European media publish a statement by the deputy of the Lithuanian Seimas from the "Liberal Movement" Simonas Gentvilas about the sanctions imposed by the Baltic countries against Belarus. We are talking about the sanctions that Vilnius and its Baltic partners imposed on the President of the Republic of Belarus Alexander Lukashenko and a number of Belarusian officials, banning them from entering and announcing "freezing accounts, if any."
Simonas Gentvilas suggested that Lithuania was "playing with fire" by imposing sanctions against Belarus.
The Lithuanian liberal parliamentarian says that for the first time official Vilnius allowed itself to impose sanctions against foreign political figures without agreeing on a common position with other members of the European Union.
Our state has imposed sanctions without agreeing on a common European position. But Belarus can answer toughly. We risk not only economically, but also in terms of security. Now I cannot even rule out military aggression or at least an outbreak on the Lithuanian-Belarusian border. After all, Lukashenka now needs to be confirmed that he is a strong leader, a tough guy. And as the supreme commander in chief, he may well go to mobilize the army.

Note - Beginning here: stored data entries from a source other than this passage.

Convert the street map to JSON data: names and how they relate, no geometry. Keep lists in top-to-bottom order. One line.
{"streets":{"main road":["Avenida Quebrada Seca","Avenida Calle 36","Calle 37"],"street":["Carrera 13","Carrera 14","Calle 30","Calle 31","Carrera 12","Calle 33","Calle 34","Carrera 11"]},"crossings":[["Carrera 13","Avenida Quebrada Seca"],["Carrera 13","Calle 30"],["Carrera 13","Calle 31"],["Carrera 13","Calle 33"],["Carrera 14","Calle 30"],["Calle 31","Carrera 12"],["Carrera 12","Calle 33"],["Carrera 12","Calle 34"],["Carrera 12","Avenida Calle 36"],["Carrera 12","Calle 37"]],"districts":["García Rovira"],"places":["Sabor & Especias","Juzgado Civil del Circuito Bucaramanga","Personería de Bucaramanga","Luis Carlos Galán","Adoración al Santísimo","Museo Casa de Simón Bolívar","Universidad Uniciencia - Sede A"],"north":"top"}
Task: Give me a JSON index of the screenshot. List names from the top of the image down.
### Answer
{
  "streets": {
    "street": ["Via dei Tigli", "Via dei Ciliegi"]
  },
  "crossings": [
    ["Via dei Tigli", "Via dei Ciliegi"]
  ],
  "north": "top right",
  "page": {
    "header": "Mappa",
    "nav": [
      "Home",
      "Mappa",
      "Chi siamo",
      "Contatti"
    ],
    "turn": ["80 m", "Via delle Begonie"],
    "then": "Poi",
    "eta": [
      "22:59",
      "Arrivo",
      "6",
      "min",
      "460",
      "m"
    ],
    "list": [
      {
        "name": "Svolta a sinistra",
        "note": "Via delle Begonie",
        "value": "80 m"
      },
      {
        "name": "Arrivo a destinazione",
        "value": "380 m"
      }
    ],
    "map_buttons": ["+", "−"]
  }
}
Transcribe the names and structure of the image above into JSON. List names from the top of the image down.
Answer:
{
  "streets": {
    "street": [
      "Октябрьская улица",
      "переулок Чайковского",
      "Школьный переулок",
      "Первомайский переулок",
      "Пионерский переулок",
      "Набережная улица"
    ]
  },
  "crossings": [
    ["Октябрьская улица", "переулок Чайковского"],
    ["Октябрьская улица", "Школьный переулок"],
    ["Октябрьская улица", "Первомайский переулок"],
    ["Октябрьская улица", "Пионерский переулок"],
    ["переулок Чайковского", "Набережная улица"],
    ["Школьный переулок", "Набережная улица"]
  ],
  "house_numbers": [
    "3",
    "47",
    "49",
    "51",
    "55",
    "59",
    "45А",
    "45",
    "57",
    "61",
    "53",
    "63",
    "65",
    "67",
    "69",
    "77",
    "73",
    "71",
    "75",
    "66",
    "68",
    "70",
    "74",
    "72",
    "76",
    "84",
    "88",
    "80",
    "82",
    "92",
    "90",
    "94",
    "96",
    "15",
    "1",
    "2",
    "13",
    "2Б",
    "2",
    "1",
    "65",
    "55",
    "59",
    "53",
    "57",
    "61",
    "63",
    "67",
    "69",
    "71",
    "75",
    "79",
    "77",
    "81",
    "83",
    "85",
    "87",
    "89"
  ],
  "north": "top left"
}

Gentvilas notes that if Lukashenka does not agree to this, he may close the border with the Baltic countries.
Minsk can argue this with anything for legitimacy: for example, a pandemic.
According to the Lithuanian MP, the anti-Belarusian sanctions from Vilnius are short-sighted, since now Belarus "will begin to move towards Russia, towards full integration."
The parliamentarian makes it clear that the EU countries may not stand up for Lithuania, if it is faced with a response from Minsk, since the decision was made without the consent of all partners in the European Union.
Another Lithuanian MP Naglis Puteikis, representing the local self-government body of Klaipeda, says that in the current situation it would be much smarter "to take a break and keep silent for now than to rush forward to Brussels with the introduction of sanctions." According to Puteikis, this is a continuation of "the policy of Dalia Grybauskaite, who barked at her Belarusian neighbors for any reason."
Puteikis in an interview with Euronews:
Now we can see repeated elections with the nomination of a truly pro-Russian candidate. I won't be surprised if Russia succeeds. She knows how to conduct large-scale political campaigns.
In the meantime, the Swiss press released an article that says that while protests are taking place on the streets of Belarusian cities, Svetlana Tikhanovskaya is celebrating her birthday in Lithuania.